PROBLEM REQUIREMENTS
Look for the word "align" in the entries and copy every line where it shows up.

(Stored data entries)

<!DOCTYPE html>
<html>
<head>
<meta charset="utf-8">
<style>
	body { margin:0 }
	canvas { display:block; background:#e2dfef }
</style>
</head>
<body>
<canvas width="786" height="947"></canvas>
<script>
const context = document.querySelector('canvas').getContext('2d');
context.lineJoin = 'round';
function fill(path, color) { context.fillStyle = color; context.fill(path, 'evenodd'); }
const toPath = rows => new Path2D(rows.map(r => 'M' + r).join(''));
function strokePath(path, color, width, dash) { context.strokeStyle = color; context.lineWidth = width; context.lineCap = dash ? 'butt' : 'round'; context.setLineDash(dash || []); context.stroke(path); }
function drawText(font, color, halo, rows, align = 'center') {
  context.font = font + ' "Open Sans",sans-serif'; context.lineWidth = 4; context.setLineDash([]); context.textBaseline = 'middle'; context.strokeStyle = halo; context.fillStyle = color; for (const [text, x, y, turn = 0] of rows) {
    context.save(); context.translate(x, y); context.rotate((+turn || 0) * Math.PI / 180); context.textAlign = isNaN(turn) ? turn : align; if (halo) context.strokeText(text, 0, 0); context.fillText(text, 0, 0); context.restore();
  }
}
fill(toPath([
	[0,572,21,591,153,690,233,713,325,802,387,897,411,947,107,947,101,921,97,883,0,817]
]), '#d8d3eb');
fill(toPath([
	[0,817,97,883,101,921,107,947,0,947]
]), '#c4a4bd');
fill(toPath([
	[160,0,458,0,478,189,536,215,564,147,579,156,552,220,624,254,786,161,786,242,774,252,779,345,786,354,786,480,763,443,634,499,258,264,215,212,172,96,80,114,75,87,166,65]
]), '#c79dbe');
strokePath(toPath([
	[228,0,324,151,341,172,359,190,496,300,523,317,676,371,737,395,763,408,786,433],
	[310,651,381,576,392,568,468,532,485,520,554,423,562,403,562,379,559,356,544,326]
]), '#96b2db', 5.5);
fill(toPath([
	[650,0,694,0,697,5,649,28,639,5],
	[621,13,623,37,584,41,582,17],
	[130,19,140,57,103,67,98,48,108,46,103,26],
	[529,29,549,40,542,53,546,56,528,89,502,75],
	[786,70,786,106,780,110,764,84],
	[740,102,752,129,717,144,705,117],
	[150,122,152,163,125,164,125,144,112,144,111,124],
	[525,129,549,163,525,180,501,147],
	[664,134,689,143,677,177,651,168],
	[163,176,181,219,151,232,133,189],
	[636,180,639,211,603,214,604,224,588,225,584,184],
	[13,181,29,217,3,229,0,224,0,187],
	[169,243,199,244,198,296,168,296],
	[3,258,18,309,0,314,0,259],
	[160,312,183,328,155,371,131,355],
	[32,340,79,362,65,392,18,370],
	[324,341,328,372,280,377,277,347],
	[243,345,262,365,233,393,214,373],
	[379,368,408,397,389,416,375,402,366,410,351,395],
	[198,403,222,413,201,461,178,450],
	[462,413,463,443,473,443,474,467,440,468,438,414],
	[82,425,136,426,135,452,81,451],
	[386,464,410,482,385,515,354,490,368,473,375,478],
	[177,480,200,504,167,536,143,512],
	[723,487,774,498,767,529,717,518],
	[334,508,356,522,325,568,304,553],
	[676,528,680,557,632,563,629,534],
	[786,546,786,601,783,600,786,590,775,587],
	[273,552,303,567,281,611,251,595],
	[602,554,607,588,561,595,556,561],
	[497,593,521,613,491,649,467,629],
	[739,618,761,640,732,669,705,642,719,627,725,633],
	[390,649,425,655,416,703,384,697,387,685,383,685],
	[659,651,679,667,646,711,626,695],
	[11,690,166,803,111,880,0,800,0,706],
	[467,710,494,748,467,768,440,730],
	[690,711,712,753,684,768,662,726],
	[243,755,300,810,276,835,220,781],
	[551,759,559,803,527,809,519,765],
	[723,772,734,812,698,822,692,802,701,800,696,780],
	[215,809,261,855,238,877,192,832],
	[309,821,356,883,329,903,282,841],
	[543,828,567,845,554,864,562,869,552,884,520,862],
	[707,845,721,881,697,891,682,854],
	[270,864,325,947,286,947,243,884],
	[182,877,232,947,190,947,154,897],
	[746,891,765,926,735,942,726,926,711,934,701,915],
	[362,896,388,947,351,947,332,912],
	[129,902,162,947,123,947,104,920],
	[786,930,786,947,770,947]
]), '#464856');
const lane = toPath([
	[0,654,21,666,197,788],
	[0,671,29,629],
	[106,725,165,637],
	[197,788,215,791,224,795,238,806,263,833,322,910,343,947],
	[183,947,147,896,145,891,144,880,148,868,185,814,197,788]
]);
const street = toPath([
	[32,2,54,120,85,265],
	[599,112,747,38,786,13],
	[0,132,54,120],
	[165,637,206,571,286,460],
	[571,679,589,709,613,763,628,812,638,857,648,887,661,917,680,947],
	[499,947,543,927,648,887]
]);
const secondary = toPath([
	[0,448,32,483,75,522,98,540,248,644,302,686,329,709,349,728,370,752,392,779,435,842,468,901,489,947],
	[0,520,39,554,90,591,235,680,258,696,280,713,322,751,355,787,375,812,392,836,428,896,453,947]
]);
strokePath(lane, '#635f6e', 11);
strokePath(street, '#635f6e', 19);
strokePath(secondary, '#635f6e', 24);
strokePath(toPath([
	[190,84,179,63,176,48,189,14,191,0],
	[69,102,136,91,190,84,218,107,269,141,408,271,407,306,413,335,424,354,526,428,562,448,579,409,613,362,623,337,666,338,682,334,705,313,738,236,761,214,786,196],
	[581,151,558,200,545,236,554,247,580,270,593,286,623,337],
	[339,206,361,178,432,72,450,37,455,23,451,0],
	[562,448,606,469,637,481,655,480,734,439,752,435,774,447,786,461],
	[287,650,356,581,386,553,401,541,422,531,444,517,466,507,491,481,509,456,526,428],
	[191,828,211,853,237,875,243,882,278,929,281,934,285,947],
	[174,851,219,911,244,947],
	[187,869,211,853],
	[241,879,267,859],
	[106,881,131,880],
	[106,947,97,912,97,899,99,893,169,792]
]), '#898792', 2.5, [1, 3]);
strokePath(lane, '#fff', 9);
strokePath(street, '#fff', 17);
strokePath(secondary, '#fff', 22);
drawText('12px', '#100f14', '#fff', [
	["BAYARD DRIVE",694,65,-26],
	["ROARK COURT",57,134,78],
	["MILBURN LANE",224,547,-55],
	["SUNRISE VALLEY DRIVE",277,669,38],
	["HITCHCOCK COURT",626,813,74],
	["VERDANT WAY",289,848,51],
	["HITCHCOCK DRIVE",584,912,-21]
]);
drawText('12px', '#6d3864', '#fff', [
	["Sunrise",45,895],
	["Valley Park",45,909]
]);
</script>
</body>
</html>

ANSWER FOR THE TASK
function drawText(font, color, halo, rows, align = 'center') {
    context.save(); context.translate(x, y); context.rotate((+turn || 0) * Math.PI / 180); context.textAlign = isNaN(turn) ? turn : align; if (halo) context.strokeText(text, 0, 0); context.fillText(text, 0, 0); context.restore();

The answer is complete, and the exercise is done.